● Work required
Line by line, check the data for the string "sans" and state how many lines have it, nothing more.

Records from a data source:
---*---

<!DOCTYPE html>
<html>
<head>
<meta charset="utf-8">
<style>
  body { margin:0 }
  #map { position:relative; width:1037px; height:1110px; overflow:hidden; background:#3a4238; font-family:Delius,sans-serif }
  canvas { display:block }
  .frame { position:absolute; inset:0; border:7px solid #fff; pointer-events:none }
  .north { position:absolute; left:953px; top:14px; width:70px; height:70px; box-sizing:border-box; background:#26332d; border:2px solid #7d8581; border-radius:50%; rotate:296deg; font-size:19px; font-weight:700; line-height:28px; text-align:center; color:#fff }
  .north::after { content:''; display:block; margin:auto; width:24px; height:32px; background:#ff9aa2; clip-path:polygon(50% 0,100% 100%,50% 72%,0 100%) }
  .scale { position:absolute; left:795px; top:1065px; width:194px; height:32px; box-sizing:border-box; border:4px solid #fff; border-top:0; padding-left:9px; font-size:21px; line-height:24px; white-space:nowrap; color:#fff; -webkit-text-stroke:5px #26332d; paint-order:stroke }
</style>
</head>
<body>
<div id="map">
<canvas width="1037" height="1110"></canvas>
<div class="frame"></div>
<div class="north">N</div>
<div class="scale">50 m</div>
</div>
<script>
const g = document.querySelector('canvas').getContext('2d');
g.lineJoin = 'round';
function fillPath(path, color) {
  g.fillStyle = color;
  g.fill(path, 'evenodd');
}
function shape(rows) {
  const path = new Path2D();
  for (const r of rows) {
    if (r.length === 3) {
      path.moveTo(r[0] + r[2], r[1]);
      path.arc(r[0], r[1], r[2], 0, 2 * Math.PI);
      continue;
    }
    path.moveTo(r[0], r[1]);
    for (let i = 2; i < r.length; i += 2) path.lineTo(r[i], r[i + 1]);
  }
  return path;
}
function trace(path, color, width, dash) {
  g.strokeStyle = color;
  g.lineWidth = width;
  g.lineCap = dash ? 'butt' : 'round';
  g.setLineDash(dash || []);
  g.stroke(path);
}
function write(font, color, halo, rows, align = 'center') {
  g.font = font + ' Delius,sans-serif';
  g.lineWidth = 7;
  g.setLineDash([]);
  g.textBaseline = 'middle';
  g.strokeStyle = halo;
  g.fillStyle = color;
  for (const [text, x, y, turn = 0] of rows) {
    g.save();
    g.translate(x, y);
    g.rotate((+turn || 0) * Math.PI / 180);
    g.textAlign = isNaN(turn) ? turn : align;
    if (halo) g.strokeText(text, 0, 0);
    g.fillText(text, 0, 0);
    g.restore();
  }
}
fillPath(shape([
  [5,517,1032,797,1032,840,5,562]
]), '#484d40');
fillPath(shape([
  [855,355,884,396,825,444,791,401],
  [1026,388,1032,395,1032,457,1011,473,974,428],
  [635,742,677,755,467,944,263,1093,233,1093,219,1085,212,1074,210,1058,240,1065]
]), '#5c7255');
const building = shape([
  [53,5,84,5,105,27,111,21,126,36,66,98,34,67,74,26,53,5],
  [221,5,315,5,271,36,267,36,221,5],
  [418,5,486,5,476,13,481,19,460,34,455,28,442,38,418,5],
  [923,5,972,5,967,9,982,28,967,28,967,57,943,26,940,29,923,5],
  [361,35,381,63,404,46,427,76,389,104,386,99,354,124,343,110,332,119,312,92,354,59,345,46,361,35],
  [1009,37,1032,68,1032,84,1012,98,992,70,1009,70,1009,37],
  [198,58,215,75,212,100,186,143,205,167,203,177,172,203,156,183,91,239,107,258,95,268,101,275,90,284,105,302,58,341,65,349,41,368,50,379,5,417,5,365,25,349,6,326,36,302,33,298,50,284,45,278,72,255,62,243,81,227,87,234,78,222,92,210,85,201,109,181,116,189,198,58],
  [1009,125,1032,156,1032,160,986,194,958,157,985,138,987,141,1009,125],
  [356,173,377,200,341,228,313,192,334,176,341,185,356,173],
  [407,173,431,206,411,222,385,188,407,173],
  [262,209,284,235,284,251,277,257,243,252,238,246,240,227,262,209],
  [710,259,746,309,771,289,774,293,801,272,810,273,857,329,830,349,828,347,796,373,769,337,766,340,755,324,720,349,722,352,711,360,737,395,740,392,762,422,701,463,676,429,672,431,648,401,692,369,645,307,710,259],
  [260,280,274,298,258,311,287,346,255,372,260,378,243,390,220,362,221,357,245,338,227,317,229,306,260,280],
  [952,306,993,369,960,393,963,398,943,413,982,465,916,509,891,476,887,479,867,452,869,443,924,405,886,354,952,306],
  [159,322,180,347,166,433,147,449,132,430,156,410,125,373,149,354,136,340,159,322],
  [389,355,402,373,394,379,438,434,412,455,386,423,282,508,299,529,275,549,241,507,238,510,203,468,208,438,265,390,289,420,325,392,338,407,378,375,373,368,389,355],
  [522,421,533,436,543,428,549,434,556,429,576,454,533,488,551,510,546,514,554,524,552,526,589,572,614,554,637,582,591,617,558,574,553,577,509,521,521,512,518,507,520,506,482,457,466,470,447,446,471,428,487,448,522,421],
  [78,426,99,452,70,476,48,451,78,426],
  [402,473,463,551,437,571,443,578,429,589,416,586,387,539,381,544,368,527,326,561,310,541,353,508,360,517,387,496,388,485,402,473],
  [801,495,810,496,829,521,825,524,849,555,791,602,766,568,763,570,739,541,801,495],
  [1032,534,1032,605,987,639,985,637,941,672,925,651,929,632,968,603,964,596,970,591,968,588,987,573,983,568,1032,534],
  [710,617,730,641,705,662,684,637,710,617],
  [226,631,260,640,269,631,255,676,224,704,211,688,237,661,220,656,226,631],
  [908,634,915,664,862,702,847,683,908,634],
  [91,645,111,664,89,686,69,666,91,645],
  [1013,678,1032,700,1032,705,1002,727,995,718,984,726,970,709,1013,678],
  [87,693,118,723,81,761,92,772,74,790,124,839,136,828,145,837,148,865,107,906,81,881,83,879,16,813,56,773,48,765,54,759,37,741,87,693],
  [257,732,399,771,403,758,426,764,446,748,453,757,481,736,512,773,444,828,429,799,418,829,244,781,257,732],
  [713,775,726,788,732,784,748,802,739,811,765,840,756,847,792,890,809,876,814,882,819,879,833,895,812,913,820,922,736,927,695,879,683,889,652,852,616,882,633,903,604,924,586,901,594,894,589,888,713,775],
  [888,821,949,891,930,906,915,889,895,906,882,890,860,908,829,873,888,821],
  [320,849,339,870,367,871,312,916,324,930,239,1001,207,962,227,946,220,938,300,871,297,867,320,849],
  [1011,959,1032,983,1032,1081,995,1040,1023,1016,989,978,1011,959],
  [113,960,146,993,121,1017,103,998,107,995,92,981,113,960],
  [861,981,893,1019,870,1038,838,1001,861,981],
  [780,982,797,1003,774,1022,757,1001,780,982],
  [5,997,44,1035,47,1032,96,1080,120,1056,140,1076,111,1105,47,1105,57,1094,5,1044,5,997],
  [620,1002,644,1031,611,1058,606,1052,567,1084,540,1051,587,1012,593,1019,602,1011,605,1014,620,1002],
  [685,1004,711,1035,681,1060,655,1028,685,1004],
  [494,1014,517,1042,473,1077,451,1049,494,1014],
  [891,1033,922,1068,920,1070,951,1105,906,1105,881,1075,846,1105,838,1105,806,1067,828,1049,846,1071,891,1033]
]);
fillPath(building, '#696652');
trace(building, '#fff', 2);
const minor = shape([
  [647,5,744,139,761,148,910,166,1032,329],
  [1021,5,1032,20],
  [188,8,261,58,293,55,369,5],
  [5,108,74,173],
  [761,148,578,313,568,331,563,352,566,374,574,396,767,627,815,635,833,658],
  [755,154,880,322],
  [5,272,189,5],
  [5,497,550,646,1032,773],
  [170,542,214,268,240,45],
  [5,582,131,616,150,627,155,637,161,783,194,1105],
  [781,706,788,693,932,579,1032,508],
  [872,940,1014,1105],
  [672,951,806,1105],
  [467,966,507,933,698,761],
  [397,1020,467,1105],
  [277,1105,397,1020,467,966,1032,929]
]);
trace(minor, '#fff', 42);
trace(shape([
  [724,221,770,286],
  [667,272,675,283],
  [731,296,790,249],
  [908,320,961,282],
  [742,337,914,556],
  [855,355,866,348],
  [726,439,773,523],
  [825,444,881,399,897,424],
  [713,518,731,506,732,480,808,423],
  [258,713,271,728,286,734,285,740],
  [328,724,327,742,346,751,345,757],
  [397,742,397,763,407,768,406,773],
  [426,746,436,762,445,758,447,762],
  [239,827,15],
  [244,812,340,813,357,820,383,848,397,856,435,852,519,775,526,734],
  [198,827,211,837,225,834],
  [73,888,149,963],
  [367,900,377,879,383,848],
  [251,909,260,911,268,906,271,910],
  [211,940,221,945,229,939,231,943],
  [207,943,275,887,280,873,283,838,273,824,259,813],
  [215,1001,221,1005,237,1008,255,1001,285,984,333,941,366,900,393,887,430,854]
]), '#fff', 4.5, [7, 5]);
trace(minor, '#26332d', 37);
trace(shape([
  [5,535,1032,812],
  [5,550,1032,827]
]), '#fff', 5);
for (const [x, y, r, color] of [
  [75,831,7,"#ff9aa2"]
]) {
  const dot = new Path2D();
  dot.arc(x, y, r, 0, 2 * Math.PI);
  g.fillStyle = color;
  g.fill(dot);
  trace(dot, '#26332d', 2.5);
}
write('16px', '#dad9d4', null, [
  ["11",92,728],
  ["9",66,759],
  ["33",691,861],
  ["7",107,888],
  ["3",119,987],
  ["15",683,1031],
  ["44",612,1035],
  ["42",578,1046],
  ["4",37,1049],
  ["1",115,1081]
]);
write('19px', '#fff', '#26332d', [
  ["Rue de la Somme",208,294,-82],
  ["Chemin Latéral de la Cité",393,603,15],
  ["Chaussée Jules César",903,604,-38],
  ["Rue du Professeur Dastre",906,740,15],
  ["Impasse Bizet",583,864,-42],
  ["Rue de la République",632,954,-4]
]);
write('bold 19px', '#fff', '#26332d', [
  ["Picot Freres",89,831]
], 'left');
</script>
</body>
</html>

---*---

● Result of this exercise
2